100歩譲ってこれが「有料オプション」であれば、「有料オプションを購入した他のSaaS」とか「有料オプションを契約したオンプレシステム」で使うことができます。 それであれば「サ終」が起きても心配はありませんし、一次ベンダのサービスに不満があれば他のベンダを選択することもできます。 ところがこの形態であれば、原ベンダが全てとなってしまいます。

「有料オプション」の問題

また、これはかつてもあった「有料オプション」でもあった問題ですが、コミュニティに「プロダクト愛」が育ちにくくなりますし、「分断」をもたらします。

オープンソースはオープン開発があるのが大きな利点でした。 つまり、利用者が改良したものがフィードバックされてて、ソフトウェアが良くなる。 そういったサイクルがあるのがオープンソースでした。

様々な都合から敢えてそれをしないプロダクトも存在していますが、それであっても修正版のソースは公開されますから、間接的にはプロダクトへのフィードバックとなります。 実際、直接フィードバックを受けてつけていなくても、そのフィードバックを元に自前で再実装してリリースすることは少なくありません。

しかし、その改良が「有料オプション」と関係のあるものだったらどうでしょう?

たとえば「有料オプション」にしかない機能を誰かが作ったとします。 それはオープンソースとして公開されるでしょうか? おそらくは原ベンダはそれを「公開」はしないでしょう。 なぜなら有料オプションの部分がオープンソースで存在してしまえば、有料オプションを購入する人はいませんから。 そして、オープンソースのタチの悪いことは、原ベンダが作ったものよりも良いものがオープンソースに存在してしまいかねないということです。

もちろん改良した人は自分でその改良部分を公開することには何の問題もありません。 しかし、それをフィードバックすることはできませんから、どうしても公開したければ「フォーク」することが必要となります。

そうなると、「同じ(ような)ソフトウェアが複数存在する」ことになってしまい、無用な混乱を起こしたり、コミュニティが分断されたりします。 単純にソフトウェアのことだけ考えれば、「それがオープンソースのダイナミズムだよ」と言えるのですが、ユーザから見れば「どっちが正統?」という悩みが起きたり、長期的には別物になったりします。

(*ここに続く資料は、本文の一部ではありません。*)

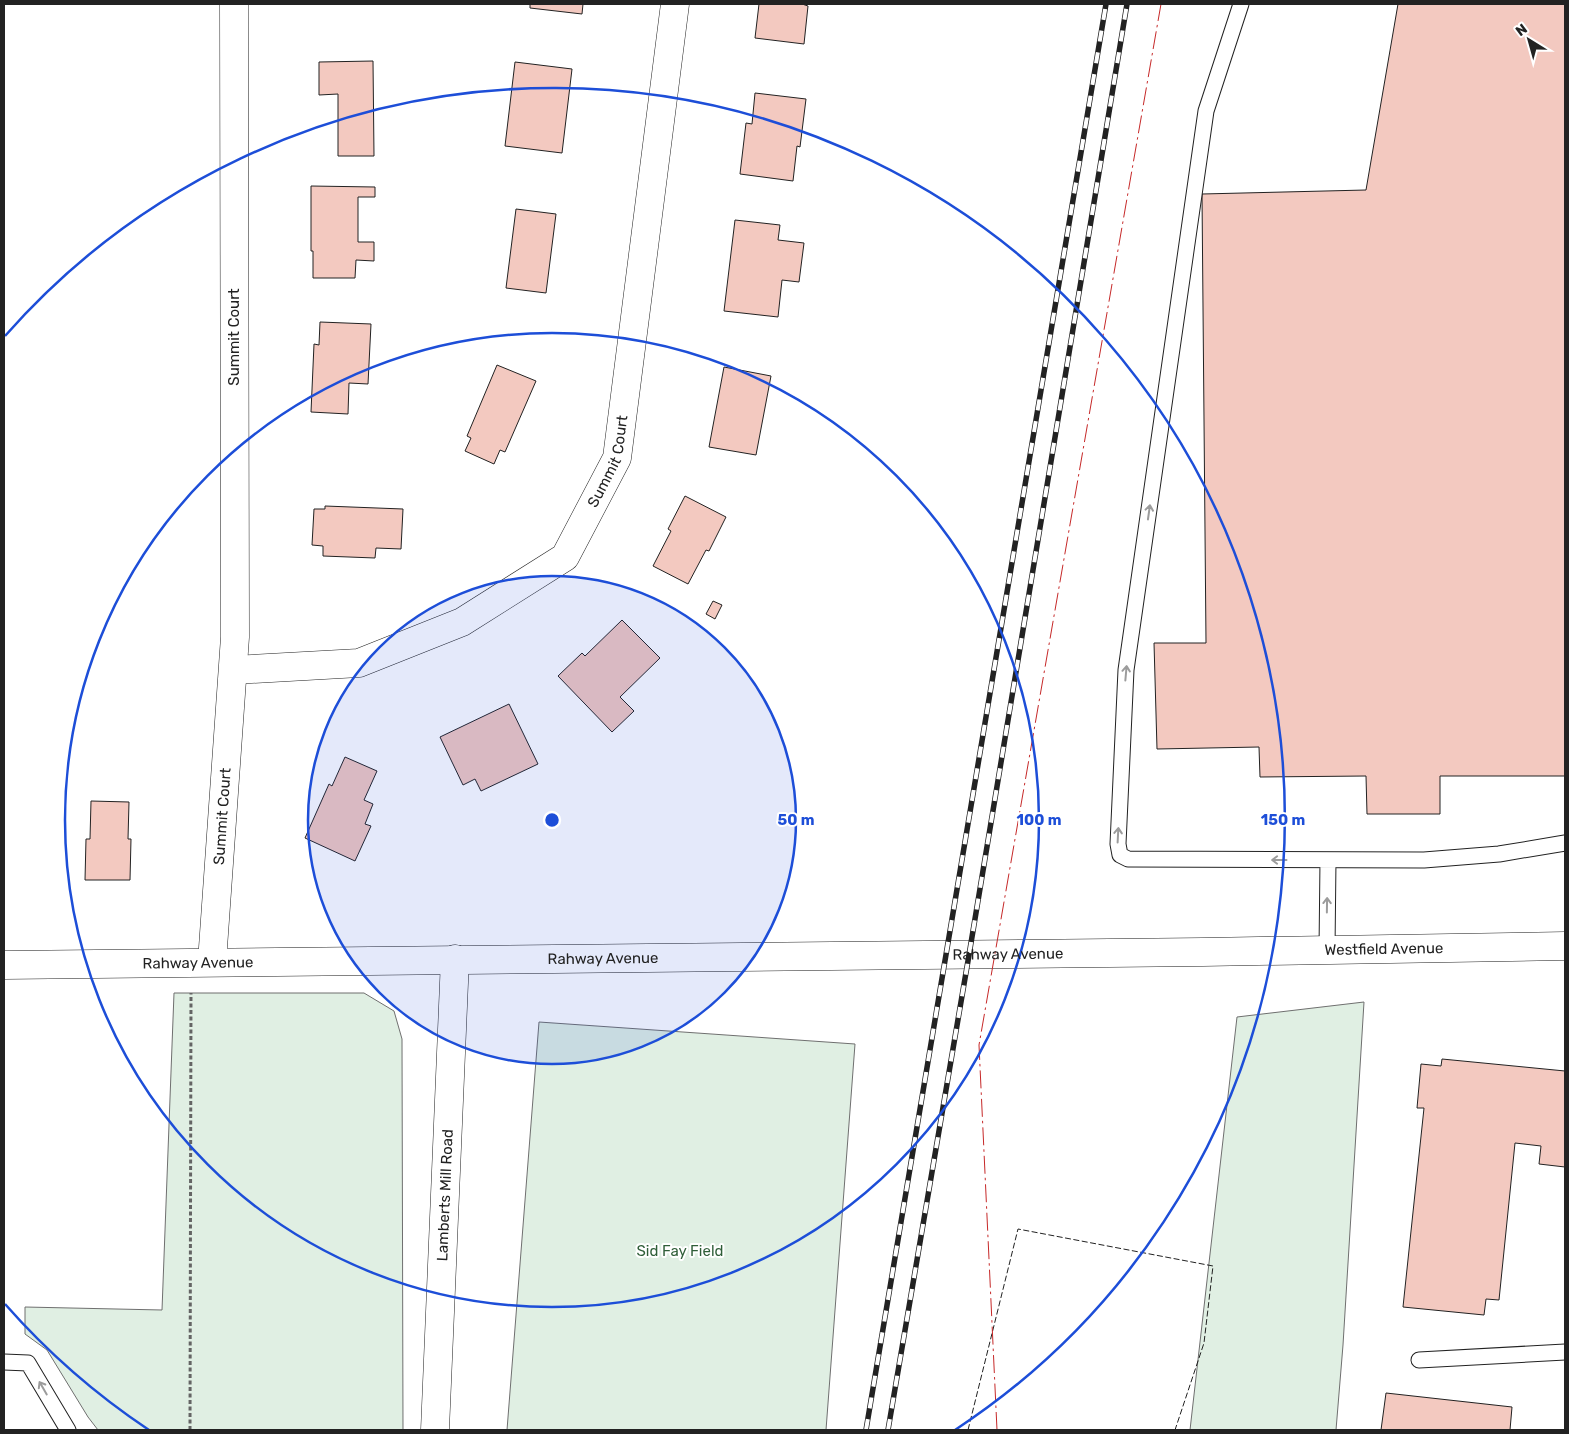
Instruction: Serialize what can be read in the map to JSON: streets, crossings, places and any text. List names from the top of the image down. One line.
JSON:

と言うか、もっとぶっちゃけた言い方をすれば、これは「オープンソース」を本来の使い方をするのではなくて、単なる

無料お試しセット

として使っているに過ぎない… という言い方もできます。 そして、色々な誘導を見ていると、これは単なる穿った見方ではなくて、意識してそうやっているのだということが伺えます。 つまり、もはや「オープンソース」は単なる宣伝のための手段であって、ビジネスの本丸はSaaSなわけです。 もうちょっと意地悪な言い方をすれば、「AGPLで公開されているコミュニティエディション」はオープンソースなどではなく、「無料お試しセット」に過ぎないと思った方が間違いはないでしょう。

まとめ

今やAGPLは「地雷ライセンス」になりつつあります。

本来の「自由を提供するライセンス」だったものが、「不自由をビジネスにするライセンス」に成り下がってしまいました。 いや、AGPL自体がそうなったのではなくて、「コミュニティ版だけAGPL」という運用をすることで、

SaaSの囲い込みツール

となってしまいました。

色々論考することは長くなりますしあまり実りがなかったのでやめますが、現在AGPLはこんな状況にあるということを書いておきます。